* [Record excerpts]
◆ ◆ ◆ ◆ ◆ ◆ ◆

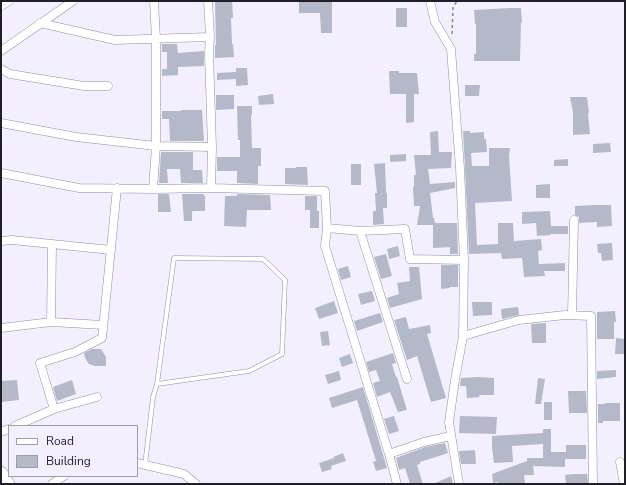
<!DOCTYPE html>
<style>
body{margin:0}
#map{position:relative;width:626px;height:485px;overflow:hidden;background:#f3effe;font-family:"Nunito Sans",sans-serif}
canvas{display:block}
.frame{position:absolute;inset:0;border:2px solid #201f25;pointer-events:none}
.legend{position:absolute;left:8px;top:425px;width:130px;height:52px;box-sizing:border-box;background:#f3effe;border:1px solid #9f9ca7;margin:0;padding:5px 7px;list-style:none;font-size:12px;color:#201f25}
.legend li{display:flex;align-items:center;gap:8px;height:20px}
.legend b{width:20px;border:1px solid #9f9ca7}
</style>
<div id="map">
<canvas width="626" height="485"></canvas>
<div class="frame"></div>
<ul class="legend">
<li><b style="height:5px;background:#fff"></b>Road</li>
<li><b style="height:11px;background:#b4b9ca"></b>Building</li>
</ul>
</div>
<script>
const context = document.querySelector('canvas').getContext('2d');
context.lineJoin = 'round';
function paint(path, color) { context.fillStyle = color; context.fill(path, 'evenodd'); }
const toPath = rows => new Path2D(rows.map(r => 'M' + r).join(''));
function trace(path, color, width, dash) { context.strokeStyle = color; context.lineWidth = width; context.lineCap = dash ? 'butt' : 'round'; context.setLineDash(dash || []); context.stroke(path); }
paint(toPath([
 [215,1,232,1,233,18,231,18,232,44,233,44,234,57,215,58,215,45,216,45],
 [299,1,332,1,332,33,321,33,320,13,299,13],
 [396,8,407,8,407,27,396,27],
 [510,8,521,8,522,22,521,22,520,61,474,61,474,54,476,54,476,24,475,24,474,10],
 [162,44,177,44,178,53,204,51,204,66,178,67,178,75,162,76,162,69,167,69,167,52,162,52],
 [236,68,247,68,248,85,236,86,236,79,217,80,217,73,236,72],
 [389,71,399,71,399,73,417,73,419,94,414,94,414,122,406,123,406,94,390,94],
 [465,85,480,85,479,96,465,96],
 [273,94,274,104,259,105,258,96],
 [216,95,234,95,234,109,216,110],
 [570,97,587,97,589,113,588,113,590,134,573,135,573,112],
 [237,106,252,106,252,115,251,115,252,148,261,148,261,166,258,166,258,184,237,183,237,171,217,171,217,157,240,157,240,140,238,140],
 [181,110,202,110,204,141,170,141,169,119,162,119,162,111,181,111],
 [438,131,439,152,452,152,451,168,428,169,430,184,455,182,455,188,430,193,433,218,434,218,435,223,457,223,458,254,450,254,450,247,433,248,433,225,417,225,420,206,414,206,413,187,414,187,414,175,416,175,414,155,431,155,430,132],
 [463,131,470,131,470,133,484,132,484,139,486,139,487,152,471,153,472,166,489,166,489,148,510,148,509,156,512,201,475,203,477,245,498,244,498,223,513,223,514,241,541,239,542,250,538,251,539,264,565,263,565,271,544,271,545,276,524,277,522,258,502,259,501,253,469,254,465,168],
 [610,143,611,152,593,153,593,144],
 [161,152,193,152,193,170,202,170,203,183,181,183,180,169,167,169,168,183,159,183],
 [406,154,406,161,390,162,390,155],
 [568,159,568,166,554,166,554,160],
 [385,163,386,193,387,193,387,208,383,208,384,224,373,225,373,211,376,211,375,193,377,193,374,164],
 [351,164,361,164,361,185,351,185],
 [296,167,307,167,308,185,285,184,285,168,296,168],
 [550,184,550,198,536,198,536,185],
 [158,194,169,194,171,212,158,212],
 [182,194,204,194,204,196,205,196,205,211,193,211,192,212,192,221,184,221],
 [237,194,270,195,271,210,247,210,246,227,224,226,225,196,237,196],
 [305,196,317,196,317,211,319,211,319,228,310,228,310,210,305,210],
 [597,205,611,205,612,226,597,227,597,222,579,223,579,217,575,215,575,206],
 [550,211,551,226,568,226,568,234,551,234,551,235,537,236,536,223,522,224,522,212],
 [612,243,613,260,602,261,601,253,598,253,597,244],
 [398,246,400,256,389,259,387,249],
 [386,254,392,276,381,279,374,257],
 [441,265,458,265,458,287,450,287,450,288,441,289],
 [348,266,351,277,341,280,338,269],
 [409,267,419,267,422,299,390,308,387,298,399,294,397,283,410,281],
 [372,291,375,301,361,305,358,294],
 [334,301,338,313,319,319,315,308],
 [472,302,492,302,492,315,473,316],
 [518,307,519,315,502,319,501,309],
 [615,311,616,322,614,322,614,339,597,339,597,312],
 [380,313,383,322,357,331,354,321],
 [406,317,409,329,430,325,431,333,427,334,446,398,431,402,417,356,407,360,394,320],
 [546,323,546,343,532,343,531,324],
 [328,331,330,345,322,346,320,332],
 [616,338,625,339,625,354,615,354],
 [92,349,101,349,106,357,106,366,95,366,89,364,85,358,84,353],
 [393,353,396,363,392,364,396,377,397,377,407,410,398,412,390,392,377,397,373,383,380,381,376,370,369,372,366,362],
 [350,354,353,363,342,367,339,358],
 [616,370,616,377,597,379,597,371],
 [339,371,341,380,328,384,325,375],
 [478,377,494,378,494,395,479,395,480,397,467,398,466,386,460,386,461,378],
 [538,378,545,379,541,404,535,404],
 [17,380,19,400,1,402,1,381],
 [72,380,76,394,57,401,53,387],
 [363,387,387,468,376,471,373,462,376,461,357,400,332,408,329,398],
 [568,391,586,391,587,413,569,413],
 [544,402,552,402,552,420,544,420],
 [605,403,620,403,620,421,603,421,603,423,598,423,598,404,605,404],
 [394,416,399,431,389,434,384,419],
 [460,416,497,417,496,434,459,433],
 [543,429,551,429,551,452,566,452,566,445,586,445,586,459,565,459,565,467,533,466,534,475,524,475,525,484,498,484,498,482,493,483,492,474,527,461,527,458,543,458,543,444,512,446,513,462,494,463,492,448,492,436,543,433],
 [445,443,448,453,420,462,420,464,417,465,423,484,410,484,405,468,399,470,396,458,425,447],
 [475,450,476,464,461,464,459,451],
 [343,453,346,461,331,466,332,469,322,472,319,463,334,458,333,457],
 [573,474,587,474,588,484,566,484,565,475],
 [451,476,453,484,433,484]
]), '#b4b9ca');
const service = toPath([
 [145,465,153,397,157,384,249,371,282,354,285,280,263,259,174,258,157,384]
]);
const minor = toPath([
 [208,1,210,37,209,54,212,147,211,188],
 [430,1,435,22,451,49,460,168,464,260,463,336,455,380,449,422,459,484],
 [1,6,9,1],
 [40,23,115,40,210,37],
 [1,51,73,1],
 [1,69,10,74,84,86,108,86],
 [1,123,76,137,156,146,212,147],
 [1,173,79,188,153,189,211,188,325,191,327,228,360,231,405,229,410,259,464,260],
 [153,189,156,146,156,39,154,1],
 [327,228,325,246,389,454],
 [360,231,407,379],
 [1,241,12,240,111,250],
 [572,315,574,220],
 [51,322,52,245],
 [1,328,51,322,103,325],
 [463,336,519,320,565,315,591,316,593,484],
 [54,409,40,363,75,352,102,338,117,188],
 [15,426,54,409,97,397],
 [1,432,9,429],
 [620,462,624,484],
 [137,463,184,474,196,484],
 [52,484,64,476],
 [397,484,389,454,424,442,451,436]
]);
const primary = toPath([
 [1,473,8,484]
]);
trace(service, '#938f9f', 5);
trace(minor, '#938f9f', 9);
trace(primary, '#938f9f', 14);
trace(toPath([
 [452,34,453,7,457,1]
]), '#87858f', 1.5, [3, 3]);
trace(service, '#fff', 4);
trace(minor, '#fff', 8);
trace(primary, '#fff', 13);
</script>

◆ ◆ ◆ ◆ ◆ ◆ ◆

* [What the task requires] Once the line with "context.lineJoin = 'round';" is found in the records above, print exactly that line and every line after it through the line with "const toPath = rows".

* [Task result]
context.lineJoin = 'round';
function paint(path, color) { context.fillStyle = color; context.fill(path, 'evenodd'); }
const toPath = rows => new Path2D(rows.map(r => 'M' + r).join(''));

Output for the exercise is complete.